• Data records
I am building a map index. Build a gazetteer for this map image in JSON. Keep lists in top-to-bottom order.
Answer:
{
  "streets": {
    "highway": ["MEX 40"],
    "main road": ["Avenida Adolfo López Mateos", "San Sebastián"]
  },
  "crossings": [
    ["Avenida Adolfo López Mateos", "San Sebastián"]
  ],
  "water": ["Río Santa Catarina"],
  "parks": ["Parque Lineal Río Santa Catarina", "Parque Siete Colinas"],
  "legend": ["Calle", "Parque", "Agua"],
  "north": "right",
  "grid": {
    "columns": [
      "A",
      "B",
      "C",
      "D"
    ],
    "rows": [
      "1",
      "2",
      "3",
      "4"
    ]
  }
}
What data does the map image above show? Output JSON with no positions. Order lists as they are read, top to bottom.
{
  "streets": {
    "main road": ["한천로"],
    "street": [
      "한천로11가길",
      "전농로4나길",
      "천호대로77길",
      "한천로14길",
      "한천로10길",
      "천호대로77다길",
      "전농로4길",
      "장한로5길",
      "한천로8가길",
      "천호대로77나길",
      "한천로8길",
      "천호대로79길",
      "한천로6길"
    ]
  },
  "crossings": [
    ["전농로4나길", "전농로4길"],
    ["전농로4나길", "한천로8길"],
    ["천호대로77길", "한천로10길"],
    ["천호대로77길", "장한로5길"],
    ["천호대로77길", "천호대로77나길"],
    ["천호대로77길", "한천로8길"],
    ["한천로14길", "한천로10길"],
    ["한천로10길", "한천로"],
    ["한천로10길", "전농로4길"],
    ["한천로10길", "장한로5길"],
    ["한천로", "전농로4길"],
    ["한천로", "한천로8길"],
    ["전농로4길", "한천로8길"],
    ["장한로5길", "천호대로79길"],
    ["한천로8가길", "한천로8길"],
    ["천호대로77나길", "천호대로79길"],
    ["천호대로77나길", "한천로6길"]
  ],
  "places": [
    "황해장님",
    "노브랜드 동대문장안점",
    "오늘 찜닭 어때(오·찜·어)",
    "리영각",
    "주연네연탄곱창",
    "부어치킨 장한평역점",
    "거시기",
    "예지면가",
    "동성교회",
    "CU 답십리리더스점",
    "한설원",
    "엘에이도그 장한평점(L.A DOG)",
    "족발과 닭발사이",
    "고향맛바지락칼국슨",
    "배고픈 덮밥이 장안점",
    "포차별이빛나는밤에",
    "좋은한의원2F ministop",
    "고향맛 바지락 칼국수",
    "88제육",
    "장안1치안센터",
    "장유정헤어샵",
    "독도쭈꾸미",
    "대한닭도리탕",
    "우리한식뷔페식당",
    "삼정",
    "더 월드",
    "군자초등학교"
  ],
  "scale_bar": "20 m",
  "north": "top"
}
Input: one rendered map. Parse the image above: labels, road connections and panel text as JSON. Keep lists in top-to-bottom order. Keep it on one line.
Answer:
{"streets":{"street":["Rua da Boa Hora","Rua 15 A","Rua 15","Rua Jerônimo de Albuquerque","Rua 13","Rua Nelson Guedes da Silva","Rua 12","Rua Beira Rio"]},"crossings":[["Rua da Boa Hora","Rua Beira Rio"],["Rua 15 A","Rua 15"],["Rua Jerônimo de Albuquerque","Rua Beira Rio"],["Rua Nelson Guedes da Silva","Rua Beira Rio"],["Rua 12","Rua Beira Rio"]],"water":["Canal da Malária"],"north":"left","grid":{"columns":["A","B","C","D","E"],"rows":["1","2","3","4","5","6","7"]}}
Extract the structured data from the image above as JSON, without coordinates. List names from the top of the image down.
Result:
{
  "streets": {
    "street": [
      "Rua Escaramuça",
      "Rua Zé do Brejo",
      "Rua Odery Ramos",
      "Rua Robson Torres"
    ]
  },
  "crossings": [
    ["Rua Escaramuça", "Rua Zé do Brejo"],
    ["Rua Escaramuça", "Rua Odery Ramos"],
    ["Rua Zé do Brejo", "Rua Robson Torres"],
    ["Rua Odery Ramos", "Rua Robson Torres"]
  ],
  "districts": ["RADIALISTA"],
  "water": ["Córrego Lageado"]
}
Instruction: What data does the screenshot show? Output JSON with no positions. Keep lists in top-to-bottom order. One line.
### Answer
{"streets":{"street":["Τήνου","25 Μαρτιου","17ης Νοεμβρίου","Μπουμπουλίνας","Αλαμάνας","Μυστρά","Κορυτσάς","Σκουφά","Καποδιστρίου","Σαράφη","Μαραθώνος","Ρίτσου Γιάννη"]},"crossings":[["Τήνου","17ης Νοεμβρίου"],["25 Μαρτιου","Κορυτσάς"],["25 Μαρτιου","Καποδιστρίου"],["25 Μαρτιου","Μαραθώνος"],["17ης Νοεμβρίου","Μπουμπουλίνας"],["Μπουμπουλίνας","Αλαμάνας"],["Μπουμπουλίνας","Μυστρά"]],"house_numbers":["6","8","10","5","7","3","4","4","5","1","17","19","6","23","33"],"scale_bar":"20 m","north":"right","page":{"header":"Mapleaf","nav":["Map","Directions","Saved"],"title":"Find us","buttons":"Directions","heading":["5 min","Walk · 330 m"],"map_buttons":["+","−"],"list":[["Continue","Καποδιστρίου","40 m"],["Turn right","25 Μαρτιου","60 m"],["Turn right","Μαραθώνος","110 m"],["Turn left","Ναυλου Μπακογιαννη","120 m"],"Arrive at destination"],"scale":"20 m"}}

• Task brief
All of the material above should be printed again exactly as it is.

• Solution to the exercise
I am building a map index. Build a gazetteer for this map image in JSON. Keep lists in top-to-bottom order.
Answer:
{
  "streets": {
    "highway": ["MEX 40"],
    "main road": ["Avenida Adolfo López Mateos", "San Sebastián"]
  },
  "crossings": [
    ["Avenida Adolfo López Mateos", "San Sebastián"]
  ],
  "water": ["Río Santa Catarina"],
  "parks": ["Parque Lineal Río Santa Catarina", "Parque Siete Colinas"],
  "legend": ["Calle", "Parque", "Agua"],
  "north": "right",
  "grid": {
    "columns": [
      "A",
      "B",
      "C",
      "D"
    ],
    "rows": [
      "1",
      "2",
      "3",
      "4"
    ]
  }
}
What data does the map image above show? Output JSON with no positions. Order lists as they are read, top to bottom.
{
  "streets": {
    "main road": ["한천로"],
    "street": [
      "한천로11가길",
      "전농로4나길",
      "천호대로77길",
      "한천로14길",
      "한천로10길",
      "천호대로77다길",
      "전농로4길",
      "장한로5길",
      "한천로8가길",
      "천호대로77나길",
      "한천로8길",
      "천호대로79길",
      "한천로6길"
    ]
  },
  "crossings": [
    ["전농로4나길", "전농로4길"],
    ["전농로4나길", "한천로8길"],
    ["천호대로77길", "한천로10길"],
    ["천호대로77길", "장한로5길"],
    ["천호대로77길", "천호대로77나길"],
    ["천호대로77길", "한천로8길"],
    ["한천로14길", "한천로10길"],
    ["한천로10길", "한천로"],
    ["한천로10길", "전농로4길"],
    ["한천로10길", "장한로5길"],
    ["한천로", "전농로4길"],
    ["한천로", "한천로8길"],
    ["전농로4길", "한천로8길"],
    ["장한로5길", "천호대로79길"],
    ["한천로8가길", "한천로8길"],
    ["천호대로77나길", "천호대로79길"],
    ["천호대로77나길", "한천로6길"]
  ],
  "places": [
    "황해장님",
    "노브랜드 동대문장안점",
    "오늘 찜닭 어때(오·찜·어)",
    "리영각",
    "주연네연탄곱창",
    "부어치킨 장한평역점",
    "거시기",
    "예지면가",
    "동성교회",
    "CU 답십리리더스점",
    "한설원",
    "엘에이도그 장한평점(L.A DOG)",
    "족발과 닭발사이",
    "고향맛바지락칼국슨",
    "배고픈 덮밥이 장안점",
    "포차별이빛나는밤에",
    "좋은한의원2F ministop",
    "고향맛 바지락 칼국수",
    "88제육",
    "장안1치안센터",
    "장유정헤어샵",
    "독도쭈꾸미",
    "대한닭도리탕",
    "우리한식뷔페식당",
    "삼정",
    "더 월드",
    "군자초등학교"
  ],
  "scale_bar": "20 m",
  "north": "top"
}
Input: one rendered map. Parse the image above: labels, road connections and panel text as JSON. Keep lists in top-to-bottom order. Keep it on one line.
Answer:
{"streets":{"street":["Rua da Boa Hora","Rua 15 A","Rua 15","Rua Jerônimo de Albuquerque","Rua 13","Rua Nelson Guedes da Silva","Rua 12","Rua Beira Rio"]},"crossings":[["Rua da Boa Hora","Rua Beira Rio"],["Rua 15 A","Rua 15"],["Rua Jerônimo de Albuquerque","Rua Beira Rio"],["Rua Nelson Guedes da Silva","Rua Beira Rio"],["Rua 12","Rua Beira Rio"]],"water":["Canal da Malária"],"north":"left","grid":{"columns":["A","B","C","D","E"],"rows":["1","2","3","4","5","6","7"]}}
Extract the structured data from the image above as JSON, without coordinates. List names from the top of the image down.
Result:
{
  "streets": {
    "street": [
      "Rua Escaramuça",
      "Rua Zé do Brejo",
      "Rua Odery Ramos",
      "Rua Robson Torres"
    ]
  },
  "crossings": [
    ["Rua Escaramuça", "Rua Zé do Brejo"],
    ["Rua Escaramuça", "Rua Odery Ramos"],
    ["Rua Zé do Brejo", "Rua Robson Torres"],
    ["Rua Odery Ramos", "Rua Robson Torres"]
  ],
  "districts": ["RADIALISTA"],
  "water": ["Córrego Lageado"]
}
Instruction: What data does the screenshot show? Output JSON with no positions. Keep lists in top-to-bottom order. One line.
### Answer
{"streets":{"street":["Τήνου","25 Μαρτιου","17ης Νοεμβρίου","Μπουμπουλίνας","Αλαμάνας","Μυστρά","Κορυτσάς","Σκουφά","Καποδιστρίου","Σαράφη","Μαραθώνος","Ρίτσου Γιάννη"]},"crossings":[["Τήνου","17ης Νοεμβρίου"],["25 Μαρτιου","Κορυτσάς"],["25 Μαρτιου","Καποδιστρίου"],["25 Μαρτιου","Μαραθώνος"],["17ης Νοεμβρίου","Μπουμπουλίνας"],["Μπουμπουλίνας","Αλαμάνας"],["Μπουμπουλίνας","Μυστρά"]],"house_numbers":["6","8","10","5","7","3","4","4","5","1","17","19","6","23","33"],"scale_bar":"20 m","north":"right","page":{"header":"Mapleaf","nav":["Map","Directions","Saved"],"title":"Find us","buttons":"Directions","heading":["5 min","Walk · 330 m"],"map_buttons":["+","−"],"list":[["Continue","Καποδιστρίου","40 m"],["Turn right","25 Μαρτιου","60 m"],["Turn right","Μαραθώνος","110 m"],["Turn left","Ναυλου Μπακογιαννη","120 m"],"Arrive at destination"],"scale":"20 m"}}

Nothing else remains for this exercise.